*Task prompt*. A single figure is required: the number of lines below that contain "Math".
───── Data supplied
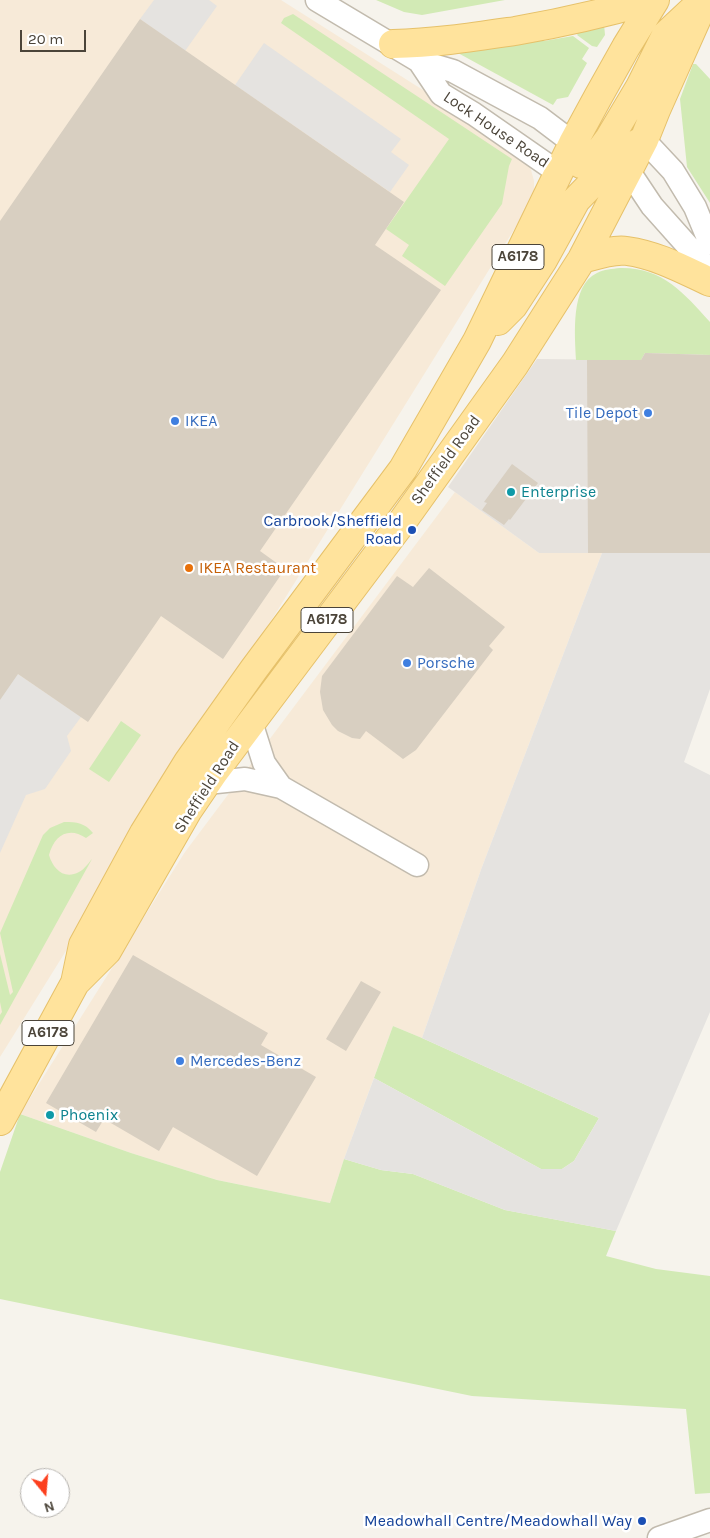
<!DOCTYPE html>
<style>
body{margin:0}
#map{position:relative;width:710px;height:1538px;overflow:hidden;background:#f6f3ec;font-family:Karla,sans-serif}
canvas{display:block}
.north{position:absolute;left:20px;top:1468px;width:50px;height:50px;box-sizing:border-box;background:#fff;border:1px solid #b7b4b0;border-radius:50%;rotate:163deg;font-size:14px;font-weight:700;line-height:20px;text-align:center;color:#4b4439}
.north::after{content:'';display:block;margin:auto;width:18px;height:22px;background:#fc3f1d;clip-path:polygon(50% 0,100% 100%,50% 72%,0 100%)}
.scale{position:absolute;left:20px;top:30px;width:66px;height:22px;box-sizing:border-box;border:2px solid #4b4439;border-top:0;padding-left:6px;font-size:15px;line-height:18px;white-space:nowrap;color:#4b4439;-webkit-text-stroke:4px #fff;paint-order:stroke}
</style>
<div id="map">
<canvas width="710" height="1538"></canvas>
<div class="north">N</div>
<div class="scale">20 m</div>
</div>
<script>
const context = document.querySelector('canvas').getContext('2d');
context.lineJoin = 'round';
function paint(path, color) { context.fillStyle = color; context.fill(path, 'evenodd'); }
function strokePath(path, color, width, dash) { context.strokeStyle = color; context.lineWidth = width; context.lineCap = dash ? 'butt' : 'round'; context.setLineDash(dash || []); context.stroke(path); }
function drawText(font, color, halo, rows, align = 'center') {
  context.font = font + ' Karla,sans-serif'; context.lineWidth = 5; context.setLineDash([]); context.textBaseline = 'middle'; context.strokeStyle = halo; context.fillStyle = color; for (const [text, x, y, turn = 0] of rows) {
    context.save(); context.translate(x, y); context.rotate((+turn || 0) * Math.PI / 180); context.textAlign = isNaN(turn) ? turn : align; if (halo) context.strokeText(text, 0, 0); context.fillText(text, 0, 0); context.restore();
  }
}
const commercial = new Path2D(`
 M0,0H281L516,149L530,166L534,181V197L528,207L0,1057Z
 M455,492L539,553H602L482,867L422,1038L393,1026L344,1159L330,1203L217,1180L131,1153L20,1114L185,852Z`);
const industrial = new Path2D(`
 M645,353L710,355L602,553H539L448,487L537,359L641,360Z`);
const green = new Path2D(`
 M376,0H505L422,15L404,12Z
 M293,14L512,159L509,166L502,204L445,286L402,256L409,245L386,229L449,139L281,23L284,18Z
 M604,24L605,35L597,47L592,46L577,35L582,27Z
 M573,36L589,48L582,59L587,63L568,97L557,99L553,105L458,53L539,37L544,41Z
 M693,64H696L710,79V203L687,167L680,99Z
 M620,268C662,267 684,293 710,322V355L645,353L641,360H576C575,336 570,285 597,273C604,269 612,269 620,268Z
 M121,721L141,735L109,782L89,769Z
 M64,822C77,822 85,823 93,833L86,838C68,826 54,836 49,855C53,869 64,880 79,872C85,869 89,862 92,859L0,1025V1015L2,1012L0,1002V954L10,995L13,992L0,933L43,835L50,828Z
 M393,1026L422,1038L599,1118L574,1161L562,1169H541L374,1078Z
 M20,1114L131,1153L217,1180L330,1203L344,1159L381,1170L413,1174L505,1210L616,1231L606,1256L656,1269L710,1276V1493L695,1494L686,1409L472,1396L0,1299V1172Z`);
const parking = new Path2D(`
 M154,0H209L217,6L185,51L140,19Z
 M264,43L401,139L391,152L409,165L390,192L235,85Z
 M602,553H710V689L684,762L710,775V1012L616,1231L505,1210L413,1174L381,1170L344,1159L374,1078L541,1169H562L574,1161L599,1118L422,1038L482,867Z
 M18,674L81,717L67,736L71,751L45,789L26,795L0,853V684Z`);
const building = new Path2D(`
 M140,19L404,202L375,245L441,290L260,551L285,569L223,659L161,616L88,722L18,674L0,700V221Z
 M645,353L710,355V553H588L587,360H641Z
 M512,464L538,483L510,520L509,519L504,525L482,510L487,503L484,502Z
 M429,568L505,627L489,646L493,650L416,750L403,759L366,731L360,739L352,738L338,731L332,725L323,710L320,692L322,676L397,576L413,587Z
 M133,955L268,1033L261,1045L316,1077L257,1176L173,1127L159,1151L104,1119L96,1132L46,1103Z
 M361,981L381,992L346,1051L326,1039Z`);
const minor = new Path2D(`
 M317,0L419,61L453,71L540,118L573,143
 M419,61L441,94L474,114L559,173
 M644,140L673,171L695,207L710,243
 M628,170L652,206L710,271
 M207,783L245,779L281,787L264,763L251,722
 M281,787L417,865
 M659,1538L710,1520`);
const major = new Path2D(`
 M393,44C435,43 474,37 515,31C561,23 605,13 650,0
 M581,164L600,151L609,139L640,87L666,35L697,6
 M582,259C596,255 613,249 627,251C657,255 684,270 710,282
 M498,321L513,306L543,260L576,200L619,156L638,143
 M75,983L83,945L144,833L188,762L254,669L403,469L477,341L573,143L598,97L626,47L655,0
 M0,1121L75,983L107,951L188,810L214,772L402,522L515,364L559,295L582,259L644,140L656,110L705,0`);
const markers = [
 [648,413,5,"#3f7fe0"],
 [175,421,5,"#3f7fe0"],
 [511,492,5,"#0f9aa8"],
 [412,530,5,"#1a4fb4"],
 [189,568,5,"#e8710a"],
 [407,663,5,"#3f7fe0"],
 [180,1061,5,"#3f7fe0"],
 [50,1115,5,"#0f9aa8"],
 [642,1521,5,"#1a4fb4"]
];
const shields = [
 [518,257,52],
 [327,620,52],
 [48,1033,52]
];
const shieldNames = [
 ["A6178",518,257],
 ["A6178",327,620],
 ["A6178",48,1033]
];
const streetNames = [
 ["Lock House Road",496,130,34],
 ["Sheffield Road",446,460,-54],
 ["Sheffield Road",207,787,-57]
];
const shopNames = [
 ["Tile Depot",638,413,"right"],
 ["IKEA",185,421],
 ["Porsche",417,663],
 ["Mercedes-Benz",190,1061]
];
const cultureNames = [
 ["Enterprise",521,492],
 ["Phoenix",60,1115]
];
const transitNames = [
 ["Carbrook/Sheffield",402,521],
 ["Road",402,539],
 ["Meadowhall Centre/Meadowhall Way",632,1521]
];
const foodNames = [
 ["IKEA Restaurant",199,568]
];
paint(commercial, '#f7ead8');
paint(industrial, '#e6e2dd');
paint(green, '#d2eab5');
paint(parking, '#e5e3e0');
paint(building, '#d8cfc1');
strokePath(minor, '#c2bbae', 25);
strokePath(major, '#e6c16a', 30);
strokePath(minor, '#fff', 22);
strokePath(major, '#ffe39c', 28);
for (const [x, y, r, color] of markers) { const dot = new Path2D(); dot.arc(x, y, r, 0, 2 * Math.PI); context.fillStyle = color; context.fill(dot); strokePath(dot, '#fff', 2); }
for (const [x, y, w] of shields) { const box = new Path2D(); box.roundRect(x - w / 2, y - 12.5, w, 25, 4); context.fillStyle = '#fff'; context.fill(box); strokePath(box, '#4b4439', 1); }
drawText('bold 15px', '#4b4439', null, shieldNames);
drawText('16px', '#4b4439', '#fff', streetNames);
drawText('16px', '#366cbe', '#fff', shopNames, 'left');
drawText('16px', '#0d838f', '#fff', cultureNames, 'left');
drawText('16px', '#164399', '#fff', transitNames, 'right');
drawText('16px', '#c56008', '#fff', foodNames, 'left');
</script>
──────────
*Answer to this exercise*. 2